ANCIENT CARIA


In ancient times the coast and the hinterland of Asia Minor were divided into provinces that owed their origins to the indigenous population or to peoples who colonized it from other areas. In many cases it is difficult to determine whether an area was so named from the indigenous population or colonists, or as is often the case, a mixture of the two. Caria is one of those regions whose origins are unsure with conflicting evidence and ancient commentaries giving no definitive answer. Herodotus (484-425 BC) tells us that the Carians were originally from the Greek Islands, subjects of King Minos of Crete, that they were great seafarers and fighters who manned the Minoan fleets. They were then called Leiagians and when the Dorian and Ionian Greeks spread from mainland Greece down through the islands, the Leiagians were forced across to the coast of Asia Minor, Thucydides, the Athenian historian (460-396 BC), gives a variation of Herodotus' story. He claims the Carians were pirates throughout the Greek islands and that King Minos expelled them when their piracy got out of hand. Pausanias, that intrepid travel writer of the 2nd century AD, says that the Carians were a native race of Anatolia and that colonists from Crete had mixed with them and adopted their name.
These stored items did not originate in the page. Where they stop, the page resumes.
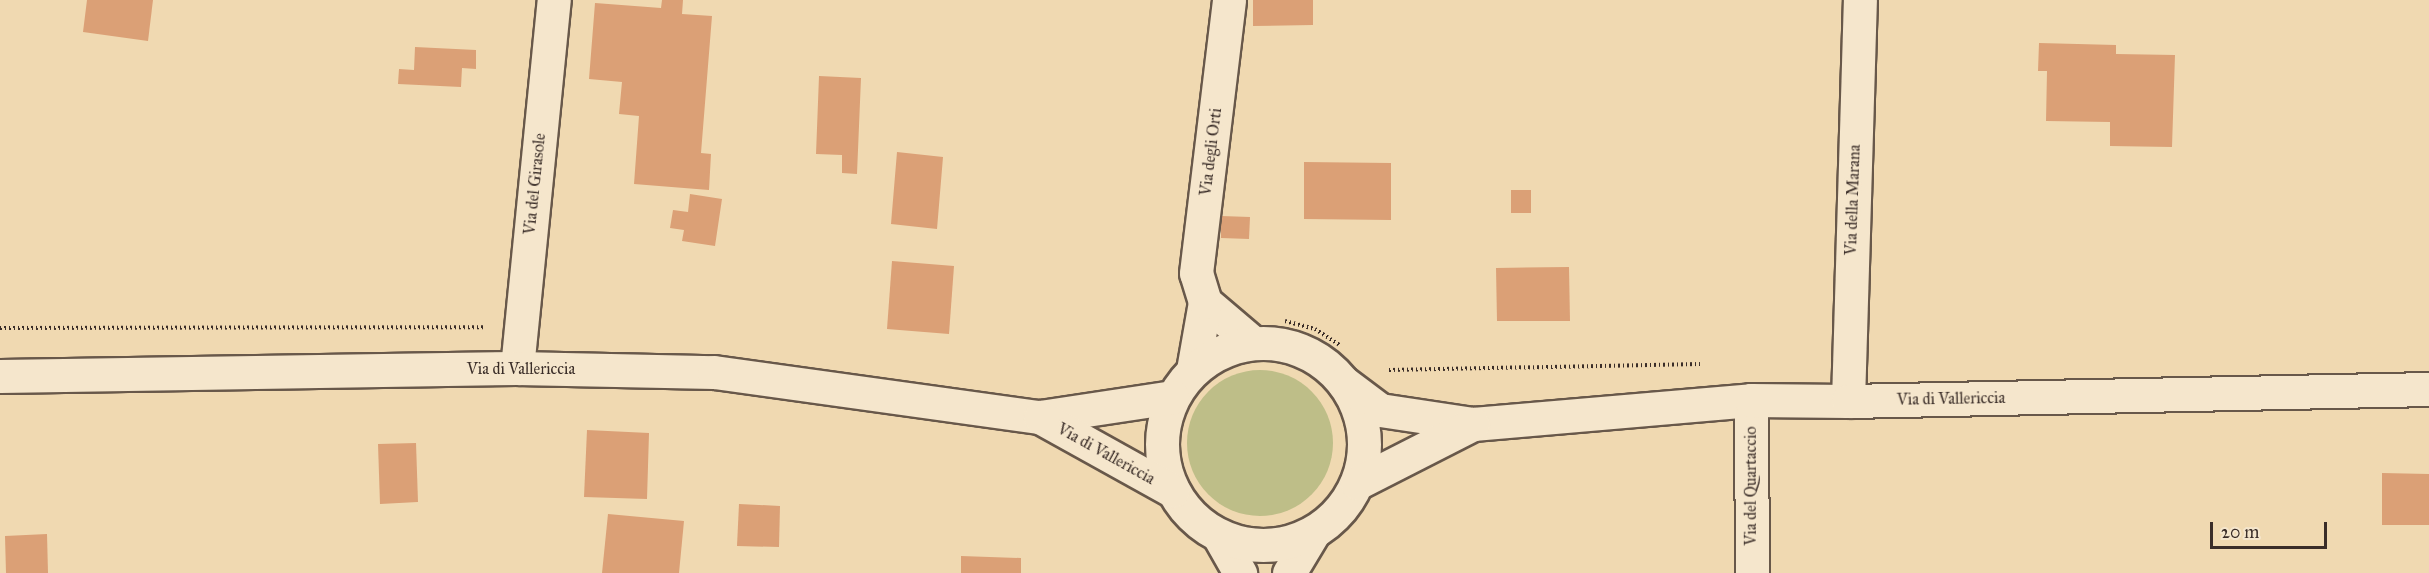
<!DOCTYPE html>
<html>
<head>
<meta charset="utf-8">
<style>
  body { margin:0 }
  #map { position:relative; width:2429px; height:573px; overflow:hidden; background:#f0d9b1; font-family:"IM FELL Great Primer",serif }
  div>[style] { position:absolute }
  .green>* { inset:0; background:#bebe88 }
  .round { border-radius:50% }
  .building>* { inset:0; background:#dba076 }
  .path>* { height:4px; margin-top:-2px; transform-origin:0; background:repeating-linear-gradient(90deg,#3a2d28 0 1.5px,transparent 0 4.5px) }
  .roads { filter:drop-shadow(2px 0 #68584a) drop-shadow(-2px 0 #68584a) drop-shadow(0 2px #68584a) drop-shadow(0 -2px #68584a) }
  .minor>* { height:33px; margin:-16.5px; padding:0 16.5px; transform-origin:16.5px; border-radius:16.5px; background:#f5e6cc }
  .tertiary>* { height:33px; margin:-16.5px; padding:0 16.5px; transform-origin:16.5px; border-radius:16.5px; background:#f5e6cc }
  .tertiary>.ring { margin:-16.5px; padding:0; box-sizing:content-box; background:none; border:33px solid #f5e6cc; border-radius:50% }
  span { translate:-50% -50%; white-space:nowrap; text-align:center; line-height:1.15; -webkit-text-stroke:4.5px #f5e6cc; paint-order:stroke }
  .street-label { font-size:16px; color:#3a2d28 }
  .scale { position:absolute; left:2210px; top:522px; width:117px; height:27px; box-sizing:border-box; border:3px solid #3a2d28; border-top:0; padding-left:8px; font-size:18px; line-height:21px; white-space:nowrap; color:#3a2d28; -webkit-text-stroke:4px #f5e6cc; paint-order:stroke }
</style>
</head>
<body>
<div id="map">
  <div class="green">
    <i class="round" style="left:1187px;top:370px;width:146px;height:146px"></i>
  </div>
  <div class="building">
    <i style="clip-path:polygon(87px 0,153px 0,148px 41px,83px 32px)"></i>
    <i style="clip-path:polygon(662px 0,683px 0,682px 14px,712px 16px,701px 153px,711px 154px,709px 190px,634px 184px,639px 116px,619px 114px,622px 82px,589px 79px,595px 3px,661px 8px)"></i>
    <i style="clip-path:polygon(1253px 0,1313px 0,1313px 25px,1253px 26px)"></i>
    <i style="clip-path:polygon(2039px 43px,2116px 45px,2116px 54px,2175px 55px,2172px 147px,2110px 146px,2110px 122px,2046px 121px,2047px 71px,2038px 71px)"></i>
    <i style="clip-path:polygon(415px 47px,476px 50px,476px 69px,462px 68px,461px 87px,398px 84px,399px 69px,414px 70px)"></i>
    <i style="clip-path:polygon(819px 76px,861px 78px,857px 174px,842px 173px,842px 155px,816px 154px)"></i>
    <i style="clip-path:polygon(897px 152px,943px 157px,937px 229px,891px 224px)"></i>
    <i style="clip-path:polygon(1304px 162px,1391px 163px,1391px 220px,1304px 219px)"></i>
    <i style="clip-path:polygon(1511px 190px,1531px 190px,1531px 213px,1511px 213px)"></i>
    <i style="clip-path:polygon(690px 194px,722px 199px,715px 246px,682px 241px,684px 230px,670px 228px,673px 210px,688px 212px)"></i>
    <i style="clip-path:polygon(1221px 216px,1250px 217px,1249px 239px,1221px 238px)"></i>
    <i style="clip-path:polygon(892px 261px,954px 266px,949px 334px,887px 329px)"></i>
    <i style="clip-path:polygon(1569px 267px,1570px 321px,1497px 321px,1496px 268px)"></i>
    <i style="clip-path:polygon(587px 430px,649px 433px,647px 499px,584px 497px)"></i>
    <i style="clip-path:polygon(416px 443px,418px 502px,380px 504px,378px 444px)"></i>
    <i style="clip-path:polygon(2382px 473px,2429px 474px,2429px 525px,2382px 525px)"></i>
    <i style="clip-path:polygon(739px 504px,780px 506px,779px 547px,737px 546px)"></i>
    <i style="clip-path:polygon(608px 514px,684px 521px,679px 573px,602px 573px)"></i>
    <i style="clip-path:polygon(47px 534px,48px 573px,6px 573px,5px 536px)"></i>
    <i style="clip-path:polygon(961px 556px,1021px 558px,1021px 573px,961px 573px)"></i>
  </div>
  <div class="path">
    <i style="left:1285px;top:321px;width:31px;rotate:15deg"></i>
    <i style="left:1315px;top:329px;width:30px;rotate:33deg"></i>
    <i style="left:0;top:328px;width:485px;rotate:-0.1deg"></i>
    <i style="left:1389px;top:370px;width:311px;rotate:-1.1deg"></i>
  </div>
  <div class="roads">
    <div class="minor">
      <i style="left:1205px;top:302px;width:63px;rotate:40.5deg"></i>
      <i style="left:517px;top:368px;width:370px;rotate:-84.3deg"></i>
      <i style="left:1193px;top:370px;width:69px;rotate:-80deg"></i>
      <i style="left:1205px;top:302px;width:30px;rotate:-107deg"></i>
      <i style="left:1196px;top:273px;width:275px;rotate:-83.1deg"></i>
      <i style="left:1751px;top:400px;width:173px;rotate:89.7deg"></i>
      <i style="left:1848px;top:401px;width:401px;rotate:-88.3deg"></i>
      <i style="left:1219px;top:536px;width:43px;rotate:60.4deg"></i>
      <i style="left:1289px;top:573px;width:47px;rotate:-59deg"></i>
    </div>
    <div class="tertiary">
      <i class="ring" style="left:1162px;top:343px;width:169px;height:169px"></i>
      <i style="left:0;top:376px;width:517px;rotate:-0.89deg"></i>
      <i style="left:517px;top:368px;width:197px;rotate:1.2deg"></i>
      <i style="left:714px;top:372px;width:329px;rotate:7.9deg"></i>
      <i style="left:1040px;top:417px;width:134px;rotate:-8.6deg"></i>
      <i style="left:1344px;top:383px;width:45px;rotate:36.9deg"></i>
      <i style="left:1380px;top:410px;width:94px;rotate:8.6deg"></i>
      <i style="left:1473px;top:424px;width:279px;rotate:-4.9deg"></i>
      <i style="left:1751px;top:400px;width:97px;rotate:0.6deg"></i>
      <i style="left:1848px;top:401px;width:581px;rotate:-1.18deg"></i>
      <i style="left:1040px;top:417px;width:152px;rotate:29.1deg"></i>
      <i style="left:1357px;top:483px;width:130px;rotate:-27deg"></i>
    </div>
  </div>
  <div class="street-label">
    <span style="left:1211px;top:152px;rotate:-83deg">Via degli Orti</span>
    <span style="left:535px;top:184px;rotate:-84deg">Via del Girasole</span>
    <span style="left:1853px;top:200px;rotate:-88deg">Via della Marana</span>
    <span style="left:521px;top:369px">Via di Vallericcia</span>
    <span style="left:1951px;top:399px;rotate:-1deg">Via di Vallericcia</span>
    <span style="left:1106px;top:454px;rotate:29deg">Via di Vallericcia</span>
    <span style="left:1751px;top:486px;rotate:-90deg">Via del Quartaccio</span>
  </div>
  <div class="scale">20 m</div>
</div>
</body>
</html>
Archaeological evidence tends to the opinion that the Carians were an indigenous race with a long history of their own. Colonists from across the water most certainly arrived here and were absorbed into the local population along with new ideas and skills that were adopted by the native Carians. The brief mention Homer makes of the Carians in the 8th century BC is that they were 'barbarous of speech' and it is interesting that today in Turkish language the harshest dialect in western Turkey is still found in this region.

Right through the Greek and Roman periods the Carians preserved their own identity. Greek and Roman architectural ideas were adopted and presumably so were matters of dress, diet, and religion. One thing the Carians were long famous for was their seafaring skill. As far back as the 8th Century BC the Carian fighting fleet was a feared and respected force, though there is a curious tale told by Herodotus that rather confounds this apparent fame. When Xerxes was preparing his fleet for the invasion of Greece in 480 BC, Artemisia, queen of Caria, not only contributed ships to the expedition but also joined the fleet in person. At the Battle of Salamis when the Persian fleet was routed by the numerically inferior Greek fleet, Artemisia managed to escape in an unusual way. While her own ship was being pursued by an Athenian ship, by design or accident, she turned and bore down on a ship from her own side, a Calyndian vessel, and ramming it amidships sank it with all hands. The Athenian ship then left her alone, presuming she must be fighting on the Greek side; Xerxes watching from a distant hill-side assumed the Calyndian ship to be one of the enemy and was full of praise for Artemisia's bravery. Apparently none of the luckless Calyndians survived to tell the real story.

At it's greatest Carian territory extended from what is now Lake Bafa in the north to Lake Köycegiz east of Marmaris, in the province of Mugla. In the north were the ancient cities of Heracleia, Alinda and Alabanda. In the south Caunos represented the most southerly Carian territory and overlapped into Lycia. The area corresponds almost exactly to the modern administrative province (vilayet) of Mugla. Caria remained intact through the great invasions that swept through Asia Minor without losing it's identity although that identity took a few battering along the way. When the Persians dominated Asia Minor under Darius and Xerxes, Caria was part of the greater Persian Empire. However with Xerxes' defeat by the Athenians and the formation of the Delian Confederacy, the Carian cities came under Athenians way. With the Spartan victory over Athens in 405 BC the Carian cities were under Spartan rule, though only for a brief ten years until the Spartans were removed from power. The Persians now moved in again and divided their empire into satrapies, provinces ruled by a local governor who owed allegiance to Persia. In 377 BC Mausolus became satrap of Caria in Halicarnassos (today Bodrum) and he craftily developed Caria into an independent power without upsetting his Persian masters. Alexander the Great stormed through the region in 334 BC and with the aid of Queen Ada, an exiled Carian queen, soon had the region firmly under his control. Queen Ada was installed as ruler and appears to have become something of a mother figure to the eccentrically talented Alexander. The death of Alexander in 323 BC left a power vacuum and like much of the then civilized world, Caria was fought over by various groups though none gained any lasting control.

The Romans finally sorted things out and with the defeat of the Macedonian King Phillip V in 197 BC, order finally returned to the region. There were political hiccups with the arrival of Mithriadates in 88 BC and Anthony's orgiastic rule a little later, but the defeat of Anthony by Octavius marked the beginning of an era of stable government and prosperity for Caria. Towards the end of the Roman Empire and the birth of Byzantine, Caria began to decline, the population moved away, and the once great coastal cities lost their former power and some of their splendor. What happened in the interior is difficult to know, certainly Caria could no longer be considered a region but rather a collection of coastal towns. On the whole antiquity had been kind to Caria. The centuries that followed were to be less so as Caria became more and more a remote and forgotten region.